Competency-based medical education (CBME) has earned an esteemed place in physician training for how it reduces variability in learner outcomes by embracing a multiplicity of pathways to competency development. But it also often comes up against the perception that it is resource intensive.
But is that perception accurate? And even if it is, does that mean competency-based medical education isn’t worth the added investment?
Kimberly Lomis, MD, vice president of undergraduate medical education innovations at the AMA, posits answers to these questions and others surrounding competency-based medical education in a post on the International Clinician Educators blog.
Why educators and learners love it
“Defining value is a matter of perspective,” wrote Dr. Lomis. “If we consider medical education’s purpose of generating the workforce needed to serve patients and populations, CBME offers enhanced standardization of the product of training and more deliberate assurance of each individual’s readiness for specific duties, while simultaneously elevating unique strengths of individuals.”
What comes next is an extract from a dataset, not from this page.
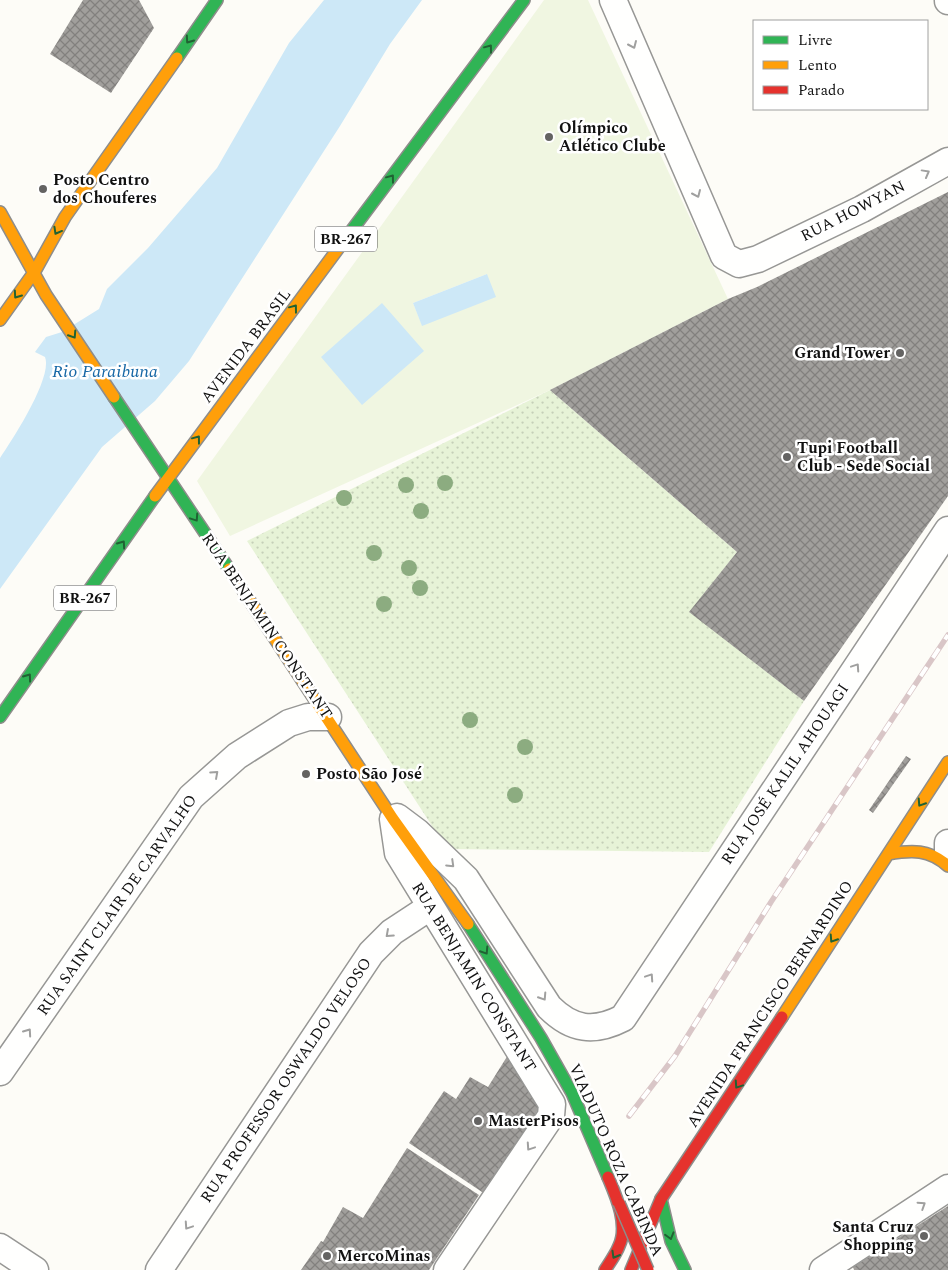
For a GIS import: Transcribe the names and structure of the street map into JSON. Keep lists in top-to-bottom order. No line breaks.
{"streets":{"main road":["BR-267","AVENIDA BRASIL","RUA BENJAMIN CONSTANT","AVENIDA FRANCISCO BERNARDINO","VIADUTO ROZA CABINDA"],"street":["RUA HOWYAN","RUA JOSÉ KALIL AHOUAGI","RUA SAINT CLAIR DE CARVALHO","RUA PROFESSOR OSWALDO VELOSO"]},"crossings":[["AVENIDA BRASIL","RUA BENJAMIN CONSTANT"],["RUA BENJAMIN CONSTANT","RUA JOSÉ KALIL AHOUAGI"],["RUA BENJAMIN CONSTANT","RUA SAINT CLAIR DE CARVALHO"],["RUA BENJAMIN CONSTANT","RUA PROFESSOR OSWALDO VELOSO"],["RUA BENJAMIN CONSTANT","VIADUTO ROZA CABINDA"]],"one_way":["AVENIDA BRASIL","RUA BENJAMIN CONSTANT","RUA JOSÉ KALIL AHOUAGI","RUA SAINT CLAIR DE CARVALHO","AVENIDA FRANCISCO BERNARDINO","RUA PROFESSOR OSWALDO VELOSO","VIADUTO ROZA CABINDA"],"water":["Rio Paraibuna"],"places":["Olímpico Atlético Clube","Posto Centro dos Chouferes","Grand Tower","Tupi Football Club - Sede Social","Posto São José","MasterPisos","Santa Cruz Shopping","MercoMinas"],"legend":["Livre","Lento","Parado"]}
Residency programs, for example, should be particularly fond of competency-based medical education, Dr. Lomis wrote, because it enables them to expect more consistency in their residents’ performance, along with fewer supervisory burdens, better patient outcomes and even improved well-being.
Meanwhile, medical students enjoy clearer expectations, and the frequent formative feedback they get helps dispel the myth of the perfect student while also promoting their individual strengths and opportunities for growth.
“Importantly, CBME empowers learners with greater agency in their own development, fostering master adaptive learners better positioned to grow throughout their careers,” Dr. Lomis wrote.
What’s holding it back
To be sure, generating this kind of value requires investment.
“Implementation with fidelity demands a reorientation that can seem overwhelming and is commonly cited as a severe limitation to the concept of CBME,” Dr. Lomis wrote. “Our community must continue to advocate for greater overall investment in medical education, as only an estimated 2% of total health care expenditures globally are devoted to training. But we rarely discuss what current resource investments could be reduced or redeployed to support CBME.”
Those investments reflect a bias toward content delivery over assessment and feedback. In some of her earlier work on the subject, Dr. Lomis found that investment in the pre-clerkship phase of medical school was greater than investment in the clerkship and final phases combined.
“And resources devoted to education are even scarcer as careers advance,” she noted.
A different distribution is needed
When setting budgets, it’s easy to get caught up in competing priorities, yet there is a touchstone that administrators should always fall back on.
“The prime perspective on value should be that of patients and populations,” Dr. Lomis wrote. “Lack of trainee preparedness for escalating responsibilities generates costs to patients and health systems that are often hidden in our discussions of educational investment. Health systems can be shortsighted in valuing clinical productivity over time devoted to educational roles or to physicians’ continuing development.”
Given what today’s medical students are up against, this is a particularly opportune time to revisit the value of competency-based medical education.
“Consideration of the current realities of practice, acknowledging the impact of exploding information and evolving technologies,” Dr. Lomis wrote, “may reveal creative opportunities to redesign for sustainable value.”